Insights
  • Healthcare organizations invest in SaaS for daily operations, storing data in various locations. Integration across systems is crucial for patient care and service delivery.
  • Establishing a consensus on a data baseline is critical for effective VBC administration. The lack of a universally agreed-upon data baseline makes it challenging to accurately assess patient outcomes and determine reimbursement under VBCs. This can lead to disputes between payers and providers, hindering the overall effectiveness of VBCs in improving healthcare quality and efficiency.
  • Generative AI has the potential to revolutionize VBC administration by enabling the conversion of unstructured data into valuable insights. This information can be used to refine patient risk stratification, improve patient care coordination, and enhance the overall administration of VBCs.

Note: This article has also been published in Electronic Health Reporter.

While VBC (Value based care) is the current focus point for the healthcare industry, it is important for organizations in this sector to ensure successful and efficient management. In this article, I would like to draw your attention to the challenges in effective contract management and how best to overcome these.

Path to value for Value Based Care

The growing markets in healthcare are now centered around government-sponsored programs like Medicare Advantage (MA), the Affordable Care Act (ACA) marketplaces, and Medicaid. This trend is steering healthcare organizations towards more direct patient engagement and the management of high-risk, high-acuity patients. As healthcare organizations increasingly focus on Medicare Advantage, ACA, and Medicaid, they encounter a unique set of challenges, encompassing system integration, data interoperability, and effective data handling, among other critical aspects.

Addressing the SaaS Sprawl

Over the years, healthcare organizations have made significant investments in a variety of SaaS solutions to facilitate their day-to-day operations. These solutions, each housing data in different data centers or cloud environments, have become integral to their business processes. However, as the focus intensifies on managing high-risk and high-acuity patients, along with an increased emphasis on direct consumer engagement, there arises a critical need to integrate data and processes across this sprawling landscape of disparate SaaS systems. This integration is essential for a holistic view of patient care and efficient service delivery.
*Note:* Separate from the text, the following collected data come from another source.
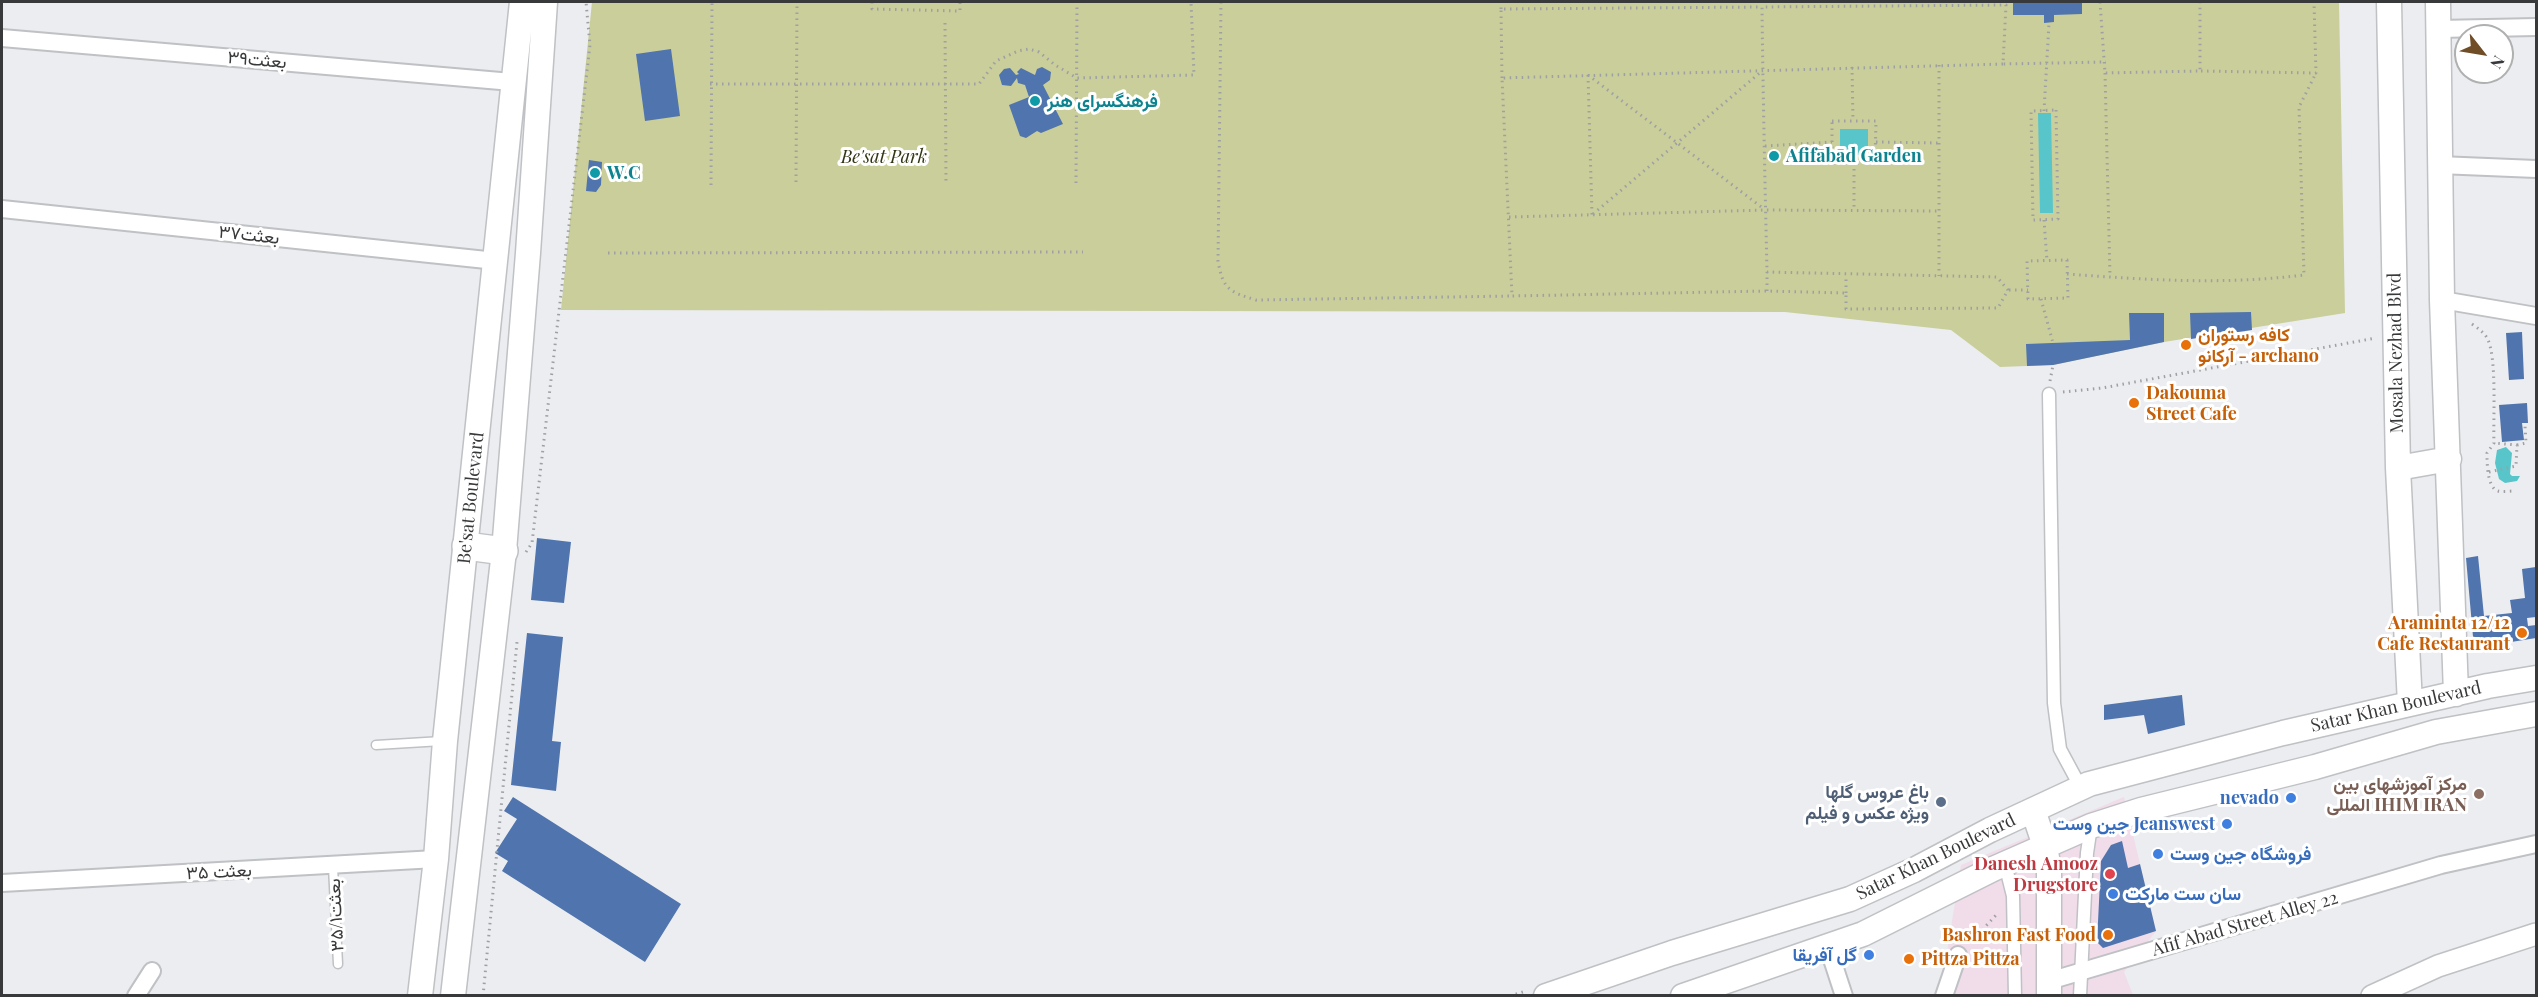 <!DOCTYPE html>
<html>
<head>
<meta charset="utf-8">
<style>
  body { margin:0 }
  #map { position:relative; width:2538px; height:997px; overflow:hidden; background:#ebedf0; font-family:"Playfair Display",serif }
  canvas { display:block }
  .frame { position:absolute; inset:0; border:3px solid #38393a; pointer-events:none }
  .north { position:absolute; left:2454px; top:24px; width:60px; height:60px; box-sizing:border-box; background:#fff; border:2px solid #afb0b0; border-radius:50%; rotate:121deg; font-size:16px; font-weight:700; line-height:24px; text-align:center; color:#38393a }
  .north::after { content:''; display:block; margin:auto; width:21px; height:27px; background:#704d26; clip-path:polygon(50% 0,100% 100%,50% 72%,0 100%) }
</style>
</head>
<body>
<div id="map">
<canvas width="2538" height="997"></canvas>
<div class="frame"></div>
<div class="north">N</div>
</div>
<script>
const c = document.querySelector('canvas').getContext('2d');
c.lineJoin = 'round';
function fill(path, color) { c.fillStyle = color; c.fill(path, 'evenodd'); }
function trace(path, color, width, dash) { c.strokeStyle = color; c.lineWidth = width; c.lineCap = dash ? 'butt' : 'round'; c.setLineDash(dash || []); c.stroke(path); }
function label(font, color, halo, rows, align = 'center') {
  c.font = font + ' "Playfair Display",Vazirmatn,serif'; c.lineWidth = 6; c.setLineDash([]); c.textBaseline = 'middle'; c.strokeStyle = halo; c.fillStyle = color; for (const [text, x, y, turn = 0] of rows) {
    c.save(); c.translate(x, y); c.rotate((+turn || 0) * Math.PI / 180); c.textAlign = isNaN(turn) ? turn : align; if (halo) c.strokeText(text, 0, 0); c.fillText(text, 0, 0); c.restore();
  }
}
fill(new Path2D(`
  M2124,797L2156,931L2124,972L2133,995L1940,996L1961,865Z`), '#f1dcea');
fill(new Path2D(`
  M592,2H2339L2345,313L2164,342L2053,365L2000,367L1951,330L1785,312L561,310Z`), '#cace9b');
fill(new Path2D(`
  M2038,113H2051L2053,213H2040Z
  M1840,129H1868V155H1840Z
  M2506,447L2512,453L2510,474L2512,476H2520L2517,481L2505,483L2499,479L2495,463L2497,450Z`), '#57c5c9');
fill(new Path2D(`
  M2013,2H2082V14L2054,15V22L2044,23V15H2013Z
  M671,49L680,116L645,121L636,54Z
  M1042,67L1051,72L1050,80L1043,85L1063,124L1041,133L1037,131L1026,138L1020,136L1009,105L1029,97L1025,85L1018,83L1017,78L1011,86L1002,85L999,75L1004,69L1010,68L1016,75L1019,74L1017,72L1021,68L1035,75L1037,69Z
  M589,160L602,162L601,185L596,192L586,191Z
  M2251,312L2252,330L2191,339L2190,313Z
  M2129,313H2164V342L2053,365L2027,366L2026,344L2130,340Z
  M2522,332L2524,379L2509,380L2506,333Z
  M2527,403L2528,423H2522L2524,440L2502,442L2499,405Z
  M537,538L571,542L564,603L531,600Z
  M2478,556L2484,616L2512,613L2510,600L2525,598L2522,569L2536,567V617L2527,618L2528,626L2536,625V638L2474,648L2466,558Z
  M527,633L563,637L552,741L561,742L556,791L511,785Z
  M2182,695L2185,725L2148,734L2144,715L2104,720V705Z
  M513,797L681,904L645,962L502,871L508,861L495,853L517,819L504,811Z
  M2122,841L2128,868L2140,864L2156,931L2103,948L2097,942L2101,861L2111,845Z`), '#5074ad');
const service = new Path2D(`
  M376,745L442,741
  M333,867L338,964`);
const pedestrian = new Path2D(`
  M2049,394L2054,703L2060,749L2081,788
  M2005,864L2013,896L2015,996
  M2080,996L2087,853L2091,826`);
const minor = new Path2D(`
  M2438,29L2536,27
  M2,38L512,82
  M2439,165L2536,169
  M2,209L496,261
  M2442,300L2536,316
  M2,883L436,859
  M1828,947L1844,996
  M2049,981L2441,865L2536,844
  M136,996L152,971
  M1944,996L1958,955`);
const tertiary = new Path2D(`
  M2372,996L2438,966L2536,934`);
const secondary = new Path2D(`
  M2389,2L2398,468L2410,704
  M2438,2L2442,300L2456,694
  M2398,468L2449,459
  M2033,810L2045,846L2049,870V996
  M420,996L436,859L445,741L522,2
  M453,996L504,551L528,253L545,2
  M1546,996L1672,953L1850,899L1914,870L1990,830L2089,784L2283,733L2488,686L2536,678
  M1683,996L1863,934L1993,869L2091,826L2141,810L2315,767L2436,732L2536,714`);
const primary = new Path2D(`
  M466,546L504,551`);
trace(service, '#bfc1c4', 11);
trace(pedestrian, '#bfc1c4', 15);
trace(minor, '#bfc1c4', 20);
trace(tertiary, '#bfc1c4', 24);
trace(secondary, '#bfc1c4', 27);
trace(primary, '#bfc1c4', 30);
trace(new Path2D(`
  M872,2V9L960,11V2
  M1221,2L1218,261C1223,290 1230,292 1256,300L1512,296
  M2100,2L2105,73L2200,71V2
  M1501,9V2
  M945,23L946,181
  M2003,64L1502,78L1512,296L1767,291L1846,293V309L1998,308L2008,290L1997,277L1767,272C1765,184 1763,95 1762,7L2006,5L2003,64L2106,62
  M1939,65V276
  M1852,67L1853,121
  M2201,71L2316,73L2314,2
  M2105,73L2110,277
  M1588,75L1764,209
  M1588,75L1592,215
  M1502,78L1501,9L1762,7
  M710,84H979L996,61L1018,51L1029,49L1039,52L1055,65L1077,78L1194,75L1191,2
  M2056,110L2058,219L2033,220L2031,111Z
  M2044,111L2049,23
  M1832,121H1876L1875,163H1832Z
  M1876,142L1939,143
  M1765,146L1832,142
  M1854,163V210
  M796,182L797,2
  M1076,183L1077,2
  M711,185L712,2
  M1593,214L1762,71
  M1509,217L1766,210L1939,211
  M2044,220L2047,261
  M608,253L1083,252
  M2067,260L2068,298L2028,299L2027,261Z
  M2067,274C2149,280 2222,285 2304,275L2299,107L2316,73
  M2009,290H2028
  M1767,291V272
  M1846,293V275
  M2041,299L2053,343
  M2472,324C2479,329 2485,333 2488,340C2497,360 2493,419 2494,443L2487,453C2487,462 2487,488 2498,491C2502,492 2509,491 2514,491
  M2050,381L2053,365
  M2063,392L2102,388L2376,338
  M2517,445L2526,443L2525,426
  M2489,472L2516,466L2517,445L2494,443
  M526,552L532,543L590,45L586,2
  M1970,943L1998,913
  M483,996L517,642
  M1510,996L1526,991`), '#9ea0a2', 3, [1.5, 4.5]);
trace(service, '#fff', 8);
trace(pedestrian, '#fff', 12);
trace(minor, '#fff', 16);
trace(tertiary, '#fff', 21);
trace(secondary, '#fff', 24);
trace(primary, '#fff', 27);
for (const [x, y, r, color] of [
  [1035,101,6,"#0f9aa8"],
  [1774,156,6,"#0f9aa8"],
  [595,173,6,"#0f9aa8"],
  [2186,345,6,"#e8710a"],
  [2134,403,6,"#e8710a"],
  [2522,633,6,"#e8710a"],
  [2479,794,6,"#8d6e63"],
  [2291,798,6,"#3f7fe0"],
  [1941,802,6,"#5c6f8a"],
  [2227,824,6,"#3f7fe0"],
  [2158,854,6,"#3f7fe0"],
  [2110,874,6,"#e0444e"],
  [2113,894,6,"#3f7fe0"],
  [2108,935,6,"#e8710a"],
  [1869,955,6,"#3f7fe0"],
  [1909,959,6,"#e8710a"]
]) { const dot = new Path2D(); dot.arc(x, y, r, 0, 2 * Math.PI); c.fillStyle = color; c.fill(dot); trace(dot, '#fff', 2); }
label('18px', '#38393a', '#fff', [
  ["بعثت۳۹",257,60,5],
  ["بعثت۳۷",249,235,6],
  ["Mosala Nezhad Blvd",2396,353,-91],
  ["Be'sat Boulevard",471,498,-84],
  ["Satar Khan Boulevard",2396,707,-13],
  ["Satar Khan Boulevard",1936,857,-26],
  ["۳۵ بعثت",219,872,-3],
  ["بعثت۳۵/۱",336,915,-93],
  ["Afif Abad Street Alley 22",2245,924,-16]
]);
label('bold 18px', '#0d838f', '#fff', [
  ["فرهنگسرای هنر",1047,101],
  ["Afifābād Garden",1786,156],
  ["W.C",607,173]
], 'left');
label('italic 18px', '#343514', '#fff', [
  ["Be'sat Park",884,157]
]);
label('bold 18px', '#c56008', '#fff', [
  ["کافه رستوران",2198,335],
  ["آرکانو - archano",2198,356],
  ["Dakouma",2146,393],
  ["Street Cafe",2146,414],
  ["Araminta 12/12",2510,623,"right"],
  ["Cafe Restaurant",2510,644,"right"],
  ["Bashron Fast Food",2096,935,"right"],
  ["Pittza Pittza",1921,959]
], 'left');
label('bold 18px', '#785e54', '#fff', [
  ["مرکز آموزشهای بین",2467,784],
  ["المللی IHIM IRAN",2467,805]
], 'right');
label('bold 18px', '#4e5e75', '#fff', [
  ["باغ عروس گلها",1929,792],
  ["ویژه عکس و فیلم",1929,813]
], 'right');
label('bold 18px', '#366cbe', '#fff', [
  ["nevado",2279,798],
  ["جین وست Jeanswest",2215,824],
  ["فروشگاه جین وست",2170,854,"left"],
  ["سان ست مارکت",2125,894,"left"],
  ["گل آفریقا",1857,955]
], 'right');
label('bold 18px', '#be3a42', '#fff', [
  ["Danesh Amooz",2098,864],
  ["Drugstore",2098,885]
], 'right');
</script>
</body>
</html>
Smart Contracts in Healthcare

While the title is called Smart Contracts, I am not necessarily talking about Smart contracts written into code leveraging blockchain technology. (However, I do not rule this possibility in future made possible by complete digitization of a healthcare enterprise and mass scale adoption of blockchain technology (whew!)

A value-based contract between a payer and a provider is inherently intricate, with structures ranging from Pay for Performance (P4P) to models incorporating both upside and downside risks. These contracts often include diverse performance metrics based on transactional aspects such as wellness visit frequencies and long-term outcomes derived from evidence-based guidelines. Further complexity is added by state-specific variations in ACA and Medicaid programs, along with the tailored management required for specialty high-risk cohorts such as kidney patients, diabetes, heart disease, etc.,).

Today, these contracts are manually written, interpreted, and administered. An effective configurable smart contract solution becomes imperative for healthcare enterprises to be able to administer this effectively.

Article

Overcoming challenges for effective contract management in VBC

Know more

Establishing a data baseline

Administering value-based contracts effectively hinges on a critical challenge: reaching a consensus on a data baseline acceptable to both payers and providers. This task is daunting in the current healthcare environment, where a universally agreed-upon baseline is rare, and the relationship between payers and providers is often marred by trust issues. Providers typically depend on the detailed clinical data in Electronic Health Records (EHR), whereas payers have a broader view through claims data aggregated from various providers for the same patient. A considerable amount of data is still locked in manually coded medical charts and unstructured physician notes, complicating effective integration and analysis.

In this context, the ingestion of clinical data into the payer’s ecosystem is essential for effective contract management. It becomes crucial to create data models that blend administrative data from payers with clinical data from providers. Navigating through the intricacies of patient attribution, varying data structures, and establishing trumping logic are key challenges in this process. Moreover, the handling of unstructured data, a domain where Generative AI is making notable strides, is increasingly critical. These AI advancements show great potential in converting unstructured data into valuable insights, thus playing a pivotal role in refining value based care administration.

New, similar, and same use cases – executed in a data-enabled environment.

Healthcare enterprises must significantly invest in defining new and similar use cases to be able to successfully administer new-age value-based contracts. A few examples that are gaining serious importance are quoted below.

  • Enterprise Provider Performance Management: Bringing together a 360-degree view of providers across quality, cost, consumer engagement, and effectively engaging with the provider appropriately.
  • Member Care gaps Management: Care gaps generated from regulatory commitments, contractual commitments, actual care delivery, and care management/risk processes in near real time fashion.
  • High-risk cohorts: Establishing basic to sophisticated algorithms to identify and predict high-risk cohorts and introducing meritocratic steerage to the right providers/partners.